Cluster #4: low-carbon investment. In the representative publications, Nemet et al. (2017) used the experience of other policy areas to propose a set of possible remedial measures to solve the credibility of low-carbon investment [57]; Sudmant et al. (2017) compared the macro analysis of climate financing with the bottom-up assessment of the scale of low-carbon investment opportunities in cities of four developing countries [58]; and Bernardo and D’Alessandro (2016) assessed the social and economic consequences of the shift of investment to low-carbon options using a macroeconomic framework [59].
Cluster #5: business model. In the representative publications, Munoz-Torres et al. (2019) attempted to show whether the evaluation methods adopted by the eight ESG institutions are consistent with the comprehensive ESG sustainable value framework based on the literature and the conceptualization of sustainable business models [60].
Cluster #6: financial development. In the representative publications, Shen et al. (2021) studied the role of natural resource rent, green investment, financial development, and energy consumption in achieving sustainable development goals through carbon emission reductions in China [61]; Sheraz et al. (2021) explored the moderating effects of globalization on the relationship between a series of variables (financial development, energy consumption, human capital, GDP) and carbon dioxide emissions [62]; and Zafar et al. (2021) examined the impact of globalization, financial development, and energy use on carbon dioxide emissions in Asian countries [63].
Cluster #7: supply chain.
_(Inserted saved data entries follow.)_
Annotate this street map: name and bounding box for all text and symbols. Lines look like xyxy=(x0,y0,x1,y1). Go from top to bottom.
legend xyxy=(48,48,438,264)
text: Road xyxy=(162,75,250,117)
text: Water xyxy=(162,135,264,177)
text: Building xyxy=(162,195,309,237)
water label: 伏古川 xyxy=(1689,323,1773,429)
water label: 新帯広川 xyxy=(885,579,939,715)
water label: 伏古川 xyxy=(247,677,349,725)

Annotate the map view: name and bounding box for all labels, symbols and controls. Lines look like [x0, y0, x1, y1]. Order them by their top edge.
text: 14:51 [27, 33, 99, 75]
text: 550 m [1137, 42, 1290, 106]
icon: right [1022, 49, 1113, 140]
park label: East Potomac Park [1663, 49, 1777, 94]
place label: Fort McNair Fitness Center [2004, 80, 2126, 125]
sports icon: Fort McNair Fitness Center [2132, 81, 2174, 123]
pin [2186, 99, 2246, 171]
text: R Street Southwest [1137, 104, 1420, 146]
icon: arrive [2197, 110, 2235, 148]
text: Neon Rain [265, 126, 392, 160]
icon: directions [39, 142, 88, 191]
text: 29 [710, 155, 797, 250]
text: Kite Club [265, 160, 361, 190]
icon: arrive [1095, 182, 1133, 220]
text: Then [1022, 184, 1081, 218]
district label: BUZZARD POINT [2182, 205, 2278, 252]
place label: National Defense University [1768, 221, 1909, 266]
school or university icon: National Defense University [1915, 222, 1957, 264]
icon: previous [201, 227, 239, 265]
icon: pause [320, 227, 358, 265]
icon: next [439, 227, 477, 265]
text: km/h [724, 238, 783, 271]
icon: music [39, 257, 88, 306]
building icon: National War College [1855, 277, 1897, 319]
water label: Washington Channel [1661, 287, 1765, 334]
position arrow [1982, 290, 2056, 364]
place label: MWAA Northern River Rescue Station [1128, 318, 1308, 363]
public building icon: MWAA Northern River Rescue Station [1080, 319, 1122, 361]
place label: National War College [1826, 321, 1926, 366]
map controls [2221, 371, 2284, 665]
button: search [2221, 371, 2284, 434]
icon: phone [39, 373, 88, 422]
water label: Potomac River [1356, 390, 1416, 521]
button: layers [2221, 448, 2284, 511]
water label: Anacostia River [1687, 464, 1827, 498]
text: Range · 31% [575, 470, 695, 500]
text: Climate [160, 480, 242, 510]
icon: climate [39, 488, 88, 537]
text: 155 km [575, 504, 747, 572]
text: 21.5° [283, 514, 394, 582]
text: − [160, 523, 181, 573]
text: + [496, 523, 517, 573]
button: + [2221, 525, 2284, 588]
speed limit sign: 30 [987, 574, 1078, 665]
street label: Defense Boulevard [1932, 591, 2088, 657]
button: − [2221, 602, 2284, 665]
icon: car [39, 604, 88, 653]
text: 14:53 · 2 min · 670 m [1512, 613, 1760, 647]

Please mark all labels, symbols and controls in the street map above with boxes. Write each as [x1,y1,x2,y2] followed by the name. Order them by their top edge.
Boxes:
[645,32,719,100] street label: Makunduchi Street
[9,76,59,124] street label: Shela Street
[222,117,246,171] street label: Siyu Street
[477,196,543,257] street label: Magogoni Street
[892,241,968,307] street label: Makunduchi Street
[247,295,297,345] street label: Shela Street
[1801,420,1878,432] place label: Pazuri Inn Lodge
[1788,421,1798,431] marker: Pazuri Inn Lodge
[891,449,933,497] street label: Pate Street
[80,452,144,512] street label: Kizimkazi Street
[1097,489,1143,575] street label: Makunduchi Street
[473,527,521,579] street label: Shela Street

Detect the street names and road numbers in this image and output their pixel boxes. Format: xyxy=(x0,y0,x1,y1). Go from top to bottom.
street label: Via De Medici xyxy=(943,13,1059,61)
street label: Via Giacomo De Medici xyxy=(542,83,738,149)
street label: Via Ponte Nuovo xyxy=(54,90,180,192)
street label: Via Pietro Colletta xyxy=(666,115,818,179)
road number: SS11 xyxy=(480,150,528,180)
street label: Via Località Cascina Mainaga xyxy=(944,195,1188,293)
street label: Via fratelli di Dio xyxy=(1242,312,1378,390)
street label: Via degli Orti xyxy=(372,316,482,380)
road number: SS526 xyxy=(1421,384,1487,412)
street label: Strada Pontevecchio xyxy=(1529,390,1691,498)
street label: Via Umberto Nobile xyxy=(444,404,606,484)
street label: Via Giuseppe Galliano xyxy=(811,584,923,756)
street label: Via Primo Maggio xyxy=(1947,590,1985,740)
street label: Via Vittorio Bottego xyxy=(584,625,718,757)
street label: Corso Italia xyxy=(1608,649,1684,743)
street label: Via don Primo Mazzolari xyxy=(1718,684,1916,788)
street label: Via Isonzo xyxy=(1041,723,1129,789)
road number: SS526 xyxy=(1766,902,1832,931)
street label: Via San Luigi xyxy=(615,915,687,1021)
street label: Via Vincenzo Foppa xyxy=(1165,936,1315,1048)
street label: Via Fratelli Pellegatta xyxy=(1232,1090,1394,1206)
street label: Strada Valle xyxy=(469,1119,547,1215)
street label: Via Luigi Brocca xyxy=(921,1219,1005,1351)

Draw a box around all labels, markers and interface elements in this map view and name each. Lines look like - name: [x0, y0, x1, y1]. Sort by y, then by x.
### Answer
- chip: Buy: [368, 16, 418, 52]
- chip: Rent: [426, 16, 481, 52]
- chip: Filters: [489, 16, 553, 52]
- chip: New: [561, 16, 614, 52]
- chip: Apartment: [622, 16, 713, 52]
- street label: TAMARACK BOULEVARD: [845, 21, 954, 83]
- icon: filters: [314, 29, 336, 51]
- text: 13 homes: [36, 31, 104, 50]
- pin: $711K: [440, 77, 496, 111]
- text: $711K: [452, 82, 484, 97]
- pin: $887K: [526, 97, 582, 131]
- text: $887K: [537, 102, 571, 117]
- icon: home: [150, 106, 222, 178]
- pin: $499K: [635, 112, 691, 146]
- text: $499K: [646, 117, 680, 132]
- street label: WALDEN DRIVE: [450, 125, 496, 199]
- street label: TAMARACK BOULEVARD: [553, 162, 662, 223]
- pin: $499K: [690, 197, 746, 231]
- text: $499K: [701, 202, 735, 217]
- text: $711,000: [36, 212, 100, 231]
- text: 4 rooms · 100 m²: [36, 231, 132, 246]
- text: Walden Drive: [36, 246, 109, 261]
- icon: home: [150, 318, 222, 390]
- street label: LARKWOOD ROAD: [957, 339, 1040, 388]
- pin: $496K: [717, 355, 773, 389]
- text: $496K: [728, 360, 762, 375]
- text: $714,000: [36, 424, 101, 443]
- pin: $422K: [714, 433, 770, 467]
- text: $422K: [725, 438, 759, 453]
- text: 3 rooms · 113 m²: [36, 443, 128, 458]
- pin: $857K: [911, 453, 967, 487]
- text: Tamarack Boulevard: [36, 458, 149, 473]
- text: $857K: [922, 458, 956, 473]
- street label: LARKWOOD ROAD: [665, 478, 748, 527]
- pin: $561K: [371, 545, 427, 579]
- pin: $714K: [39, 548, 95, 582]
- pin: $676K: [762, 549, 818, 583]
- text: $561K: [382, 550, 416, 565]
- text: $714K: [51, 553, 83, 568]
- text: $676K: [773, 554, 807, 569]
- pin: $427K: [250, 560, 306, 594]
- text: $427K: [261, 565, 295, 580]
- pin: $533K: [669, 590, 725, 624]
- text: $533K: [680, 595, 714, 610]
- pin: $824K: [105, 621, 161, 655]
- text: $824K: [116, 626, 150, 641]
In the representative publications, An et al. (2021) made an in-depth comparison between green credit financing and trade credit financing under the limitation of carbon emissions in the supply chain [64]; Shi et al. (2018) examined the sustainable investment in three supply chain power structures (manufacturer Stackelberg, vertical Nash, and retailer Stackelberg power structure) [65]; Cheng et al. (2018) studied the sustainable investment of the supply chain under the influence of big data technology by using a Bayesian information updating approach [66]; and Zou et al. (2020) analyzed the benefits of retailers’ low-carbon investment on the supply chain using the Stackelberg game method [67].
Cluster #8: conventional investment dilemma. In the representative publications, Sharma et al. (2021) studied the coherence problem between sustainable indexes and conventional indexes before and during the COVID-19 period [68]; Zhang et al. (2021) studied the impact of China’s green credit policy on the investment and financing behavior of high-energy consumption and high-pollution enterprises, as well as the impact on regional environmental quality [69]; and D’Orazio (2021) reviewed several financial measures taken by G20 countries after the COVID-19 pandemic to avoid increasing the high-carbon bias of existing policies and explicitly address climate related risks in the financial sector [70].
Cluster #9: sustainable financing. In the representative publications, Ari and Koc (2021) evaluated whether a philanthropic–crowdfunding–partnership (PCP) could reduce wealth inequality by simulating the conventional and PCP financing model of Turkish solar farms [71]; Mejia-Escobar et al. (2020) comprehensively understood the current situation and research trend of sustainable financial products (SFP) by analyzing the existing literature and describing the existing SFP in the Latin American banking industry [72]; and Setyowati (2020) explored how Indonesia’s sustainable finance roadmap was implemented on the ground and the challenges faced in its effective implementation [73].
Cluster #10: environmental investment. In the representative publications, Tian et al. (2020) studied the impact of innovation in Chinese listed companies on environmental investment, as well as the moderating effect of environmental policy and internationalization level [74]; and Chariri et al. (2019) studied the impact of audit committee, institutional ownership, and industry type on the environmental investment of listed companies in the Indonesian stock exchange, as well as the impact of environmental investment on corporate financial performance [75].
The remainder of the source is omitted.